Objects need to be created before they can be used, and garbage-collected when they are finished with. The more objects you use, the heavier this garbage-cycling impact becomes. General object-creation statistics are actually quite difficult to measure decisively, since you must decide exactly what to measure, what size to pregrow the heap space to, how much garbage collection impacts the creation process if you let it kick in, etc.
For example, on a medium Pentium II, with heap space pregrown so that
garbage collection does not have to kick in, you can get around half
a million to a million simple objects created per second. If the
objects are very simple, even more can be garbage-collected in one
second. On the other hand, if the objects are complex, with
references to other objects, and include arrays (like
Vector
and StringBuffer
) and
nonminimal constructors, the statistics plummet to less than a
quarter of a million created per second, and garbage collection can
drop way down to below 100,000 objects per second. Each object
creation is roughly as expensive as a malloc in
C, or a new in
C++, and there is no easy way of
creating many objects together, so you cannot take advantage of
efficiencies you get using bulk allocation.

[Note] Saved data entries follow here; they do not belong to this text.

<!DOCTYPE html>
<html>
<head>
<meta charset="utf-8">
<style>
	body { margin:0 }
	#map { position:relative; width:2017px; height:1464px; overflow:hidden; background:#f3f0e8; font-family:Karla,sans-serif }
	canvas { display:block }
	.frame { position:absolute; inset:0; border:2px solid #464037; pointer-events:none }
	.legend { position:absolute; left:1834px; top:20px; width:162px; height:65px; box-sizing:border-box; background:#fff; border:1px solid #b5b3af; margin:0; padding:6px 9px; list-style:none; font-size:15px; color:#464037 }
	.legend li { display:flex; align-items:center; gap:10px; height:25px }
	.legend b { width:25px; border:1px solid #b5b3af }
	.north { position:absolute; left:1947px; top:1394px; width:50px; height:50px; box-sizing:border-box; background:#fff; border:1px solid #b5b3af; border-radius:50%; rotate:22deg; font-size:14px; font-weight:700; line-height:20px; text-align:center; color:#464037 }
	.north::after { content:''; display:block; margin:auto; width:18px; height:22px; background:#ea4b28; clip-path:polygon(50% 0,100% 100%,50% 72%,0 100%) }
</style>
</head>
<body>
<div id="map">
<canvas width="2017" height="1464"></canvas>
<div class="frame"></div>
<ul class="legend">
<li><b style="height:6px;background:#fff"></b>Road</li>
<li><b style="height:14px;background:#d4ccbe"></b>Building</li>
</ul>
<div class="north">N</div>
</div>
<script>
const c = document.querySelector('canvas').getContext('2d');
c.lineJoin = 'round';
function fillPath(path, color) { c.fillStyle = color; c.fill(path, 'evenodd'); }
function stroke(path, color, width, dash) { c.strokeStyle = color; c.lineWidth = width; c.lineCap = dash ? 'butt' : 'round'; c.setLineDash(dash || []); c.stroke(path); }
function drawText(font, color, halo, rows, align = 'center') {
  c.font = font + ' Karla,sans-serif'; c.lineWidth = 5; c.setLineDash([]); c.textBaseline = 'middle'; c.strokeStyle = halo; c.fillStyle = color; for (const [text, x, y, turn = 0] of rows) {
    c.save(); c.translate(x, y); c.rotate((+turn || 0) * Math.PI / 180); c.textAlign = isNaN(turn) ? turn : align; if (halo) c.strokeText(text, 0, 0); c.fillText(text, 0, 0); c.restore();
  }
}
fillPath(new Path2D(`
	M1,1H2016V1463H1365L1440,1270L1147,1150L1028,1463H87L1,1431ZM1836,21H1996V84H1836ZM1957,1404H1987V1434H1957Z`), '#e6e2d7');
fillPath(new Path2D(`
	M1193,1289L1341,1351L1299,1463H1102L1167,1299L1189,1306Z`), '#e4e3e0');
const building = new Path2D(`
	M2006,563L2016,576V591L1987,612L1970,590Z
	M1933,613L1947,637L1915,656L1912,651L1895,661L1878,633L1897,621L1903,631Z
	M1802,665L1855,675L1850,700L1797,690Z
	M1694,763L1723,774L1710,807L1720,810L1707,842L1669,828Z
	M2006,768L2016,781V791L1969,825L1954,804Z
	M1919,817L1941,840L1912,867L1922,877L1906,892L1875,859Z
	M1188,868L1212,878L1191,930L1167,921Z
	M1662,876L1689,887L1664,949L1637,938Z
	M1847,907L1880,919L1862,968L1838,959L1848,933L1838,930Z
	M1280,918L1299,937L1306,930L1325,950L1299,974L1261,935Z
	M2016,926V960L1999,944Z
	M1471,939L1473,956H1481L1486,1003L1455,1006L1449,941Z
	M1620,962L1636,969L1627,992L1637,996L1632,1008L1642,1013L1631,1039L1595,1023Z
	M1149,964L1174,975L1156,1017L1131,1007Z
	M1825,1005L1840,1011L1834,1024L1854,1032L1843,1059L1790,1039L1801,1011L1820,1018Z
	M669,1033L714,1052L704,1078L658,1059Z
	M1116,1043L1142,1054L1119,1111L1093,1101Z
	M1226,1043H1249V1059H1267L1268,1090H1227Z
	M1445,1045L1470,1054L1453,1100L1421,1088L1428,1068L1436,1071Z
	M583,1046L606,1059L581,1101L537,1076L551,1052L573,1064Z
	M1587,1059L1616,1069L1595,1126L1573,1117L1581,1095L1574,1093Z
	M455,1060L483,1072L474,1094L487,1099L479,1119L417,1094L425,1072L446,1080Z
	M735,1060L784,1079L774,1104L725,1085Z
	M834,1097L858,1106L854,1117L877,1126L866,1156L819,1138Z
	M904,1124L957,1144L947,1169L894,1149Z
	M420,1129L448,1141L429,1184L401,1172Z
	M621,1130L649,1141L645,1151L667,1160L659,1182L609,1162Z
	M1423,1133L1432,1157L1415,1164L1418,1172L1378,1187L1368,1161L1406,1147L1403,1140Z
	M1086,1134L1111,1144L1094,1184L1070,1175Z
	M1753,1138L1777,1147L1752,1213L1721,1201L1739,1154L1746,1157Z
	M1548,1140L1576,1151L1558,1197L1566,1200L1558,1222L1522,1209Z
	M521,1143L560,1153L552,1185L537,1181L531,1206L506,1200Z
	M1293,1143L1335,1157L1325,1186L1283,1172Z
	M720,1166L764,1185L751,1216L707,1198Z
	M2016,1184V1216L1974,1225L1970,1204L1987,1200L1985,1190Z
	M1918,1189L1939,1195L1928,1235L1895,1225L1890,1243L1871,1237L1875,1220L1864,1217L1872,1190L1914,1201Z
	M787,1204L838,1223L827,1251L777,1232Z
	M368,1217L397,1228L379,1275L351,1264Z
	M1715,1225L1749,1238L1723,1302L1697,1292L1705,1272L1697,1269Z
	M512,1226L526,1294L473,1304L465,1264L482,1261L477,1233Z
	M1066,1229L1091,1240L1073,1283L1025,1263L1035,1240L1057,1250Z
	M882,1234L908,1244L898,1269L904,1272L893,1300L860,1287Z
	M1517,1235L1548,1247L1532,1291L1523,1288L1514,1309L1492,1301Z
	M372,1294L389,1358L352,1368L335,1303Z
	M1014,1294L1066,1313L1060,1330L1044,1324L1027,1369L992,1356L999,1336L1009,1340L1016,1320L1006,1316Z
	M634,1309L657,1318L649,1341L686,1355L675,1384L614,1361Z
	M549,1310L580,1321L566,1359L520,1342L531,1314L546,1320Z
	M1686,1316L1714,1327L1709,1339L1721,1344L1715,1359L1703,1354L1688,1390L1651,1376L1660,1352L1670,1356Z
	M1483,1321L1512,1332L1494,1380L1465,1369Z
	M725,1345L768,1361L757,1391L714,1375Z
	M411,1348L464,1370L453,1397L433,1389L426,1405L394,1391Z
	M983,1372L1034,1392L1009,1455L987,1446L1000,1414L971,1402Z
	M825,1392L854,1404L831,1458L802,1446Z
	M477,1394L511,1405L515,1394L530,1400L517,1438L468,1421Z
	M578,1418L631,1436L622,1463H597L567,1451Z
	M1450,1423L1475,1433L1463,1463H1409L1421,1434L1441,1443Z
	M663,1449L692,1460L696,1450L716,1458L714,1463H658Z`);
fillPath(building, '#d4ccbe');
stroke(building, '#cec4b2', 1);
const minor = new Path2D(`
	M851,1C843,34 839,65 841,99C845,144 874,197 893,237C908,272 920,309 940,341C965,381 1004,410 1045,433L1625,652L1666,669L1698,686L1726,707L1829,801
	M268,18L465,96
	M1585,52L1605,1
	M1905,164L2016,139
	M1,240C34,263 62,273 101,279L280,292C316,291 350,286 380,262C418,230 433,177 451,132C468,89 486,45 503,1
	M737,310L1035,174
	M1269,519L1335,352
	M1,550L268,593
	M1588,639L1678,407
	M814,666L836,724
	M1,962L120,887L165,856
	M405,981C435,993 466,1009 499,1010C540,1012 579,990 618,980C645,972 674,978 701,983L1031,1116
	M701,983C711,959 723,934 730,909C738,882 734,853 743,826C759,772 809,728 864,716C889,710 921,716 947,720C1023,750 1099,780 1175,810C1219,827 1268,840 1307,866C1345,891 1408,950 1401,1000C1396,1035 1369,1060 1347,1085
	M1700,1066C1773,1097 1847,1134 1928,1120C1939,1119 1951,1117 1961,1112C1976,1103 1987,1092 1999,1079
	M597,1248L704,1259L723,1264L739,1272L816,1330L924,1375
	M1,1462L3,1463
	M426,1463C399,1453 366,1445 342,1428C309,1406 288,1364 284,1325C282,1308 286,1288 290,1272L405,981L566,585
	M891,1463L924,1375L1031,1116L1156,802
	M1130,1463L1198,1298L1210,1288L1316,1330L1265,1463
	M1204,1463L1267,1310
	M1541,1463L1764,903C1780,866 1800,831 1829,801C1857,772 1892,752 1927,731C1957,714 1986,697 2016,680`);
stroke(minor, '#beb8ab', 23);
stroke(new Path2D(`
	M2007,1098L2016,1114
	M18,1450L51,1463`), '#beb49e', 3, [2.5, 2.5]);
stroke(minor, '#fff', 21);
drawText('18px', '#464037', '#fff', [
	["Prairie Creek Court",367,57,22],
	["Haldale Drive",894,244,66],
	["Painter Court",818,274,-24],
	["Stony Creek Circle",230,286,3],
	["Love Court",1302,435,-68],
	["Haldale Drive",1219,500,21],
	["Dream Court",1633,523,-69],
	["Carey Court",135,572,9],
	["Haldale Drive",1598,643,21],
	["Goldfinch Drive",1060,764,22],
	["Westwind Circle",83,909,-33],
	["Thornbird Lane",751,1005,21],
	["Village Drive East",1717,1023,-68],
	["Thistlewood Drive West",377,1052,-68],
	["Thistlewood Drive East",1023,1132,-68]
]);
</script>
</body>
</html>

There are already runtime systems that use generational garbage
collection, minimize object-creation overhead, and optimize
native-code compilation. By doing this they reach up to three million
objects created and collected per second (on a Pentium II), and it is
likely that the average Java system should improve to get closer to
that kind of performance over time. But these figures are for basic
tests, optimized to show the maximum possible object-creation
throughput. In a normal application with varying size objects and
constructor chains, these sorts of figures cannot be obtained or even
approached. Also bear in mind that you are doing nothing else in
these tests apart from creating objects. In most applications, you
are usually doing something with all those objects, making everything
much slower but significantly more useful. Avoidable object creation
is definitely a significant overhead for most applications, and you
can easily run through millions of temporary objects using
inefficient
algorithms
that create too many objects. In
Chapter 5, we look at an example that uses the
StreamTokenizer
class. This class creates and
dereferences a huge number of objects while it parses a stream, and
the effect is to slow down processing to a crawl. The example in
Chapter 5 presents a simple alternative to using a
StreamTokenizer
, which is 100 times faster: a
large percentage of the speedup is gained from avoiding cycling
through objects.
Note that different VM environments produce different figures. If you
plot object size against object-creation time for various
environments, most plots are monotonically increasing, i.e., it takes
more time to create larger objects. But there are discrepancies here
too. For example, Netscape Version 4 running on Windows has the
peculiar behavior that objects of size 4 and 12
int
s are created fastest (refer to http://www.javaworld.com/javaworld/jw-09-1998/jw-09-speed.html). Also, note that JIT VMs actually have a worse problem
with object creation relative to other VM activities, because JIT VMs
can speed up almost every other activity, but object creation is
nearly as slow as if the JIT compiler was not there.
[27] Ethan Henry and Ed Lycklama have written a nice article discussing Java memory leaks in the February 2000 issue of Dr. Dobb’s Journal. This article is available online from the Dr. Dobb’s web site, http://www.ddj.com.
[28] Up to Java 1.3. Data-conversion performance is targeted by JavaSoft, however, so some of the data conversions may speed up after 1.3.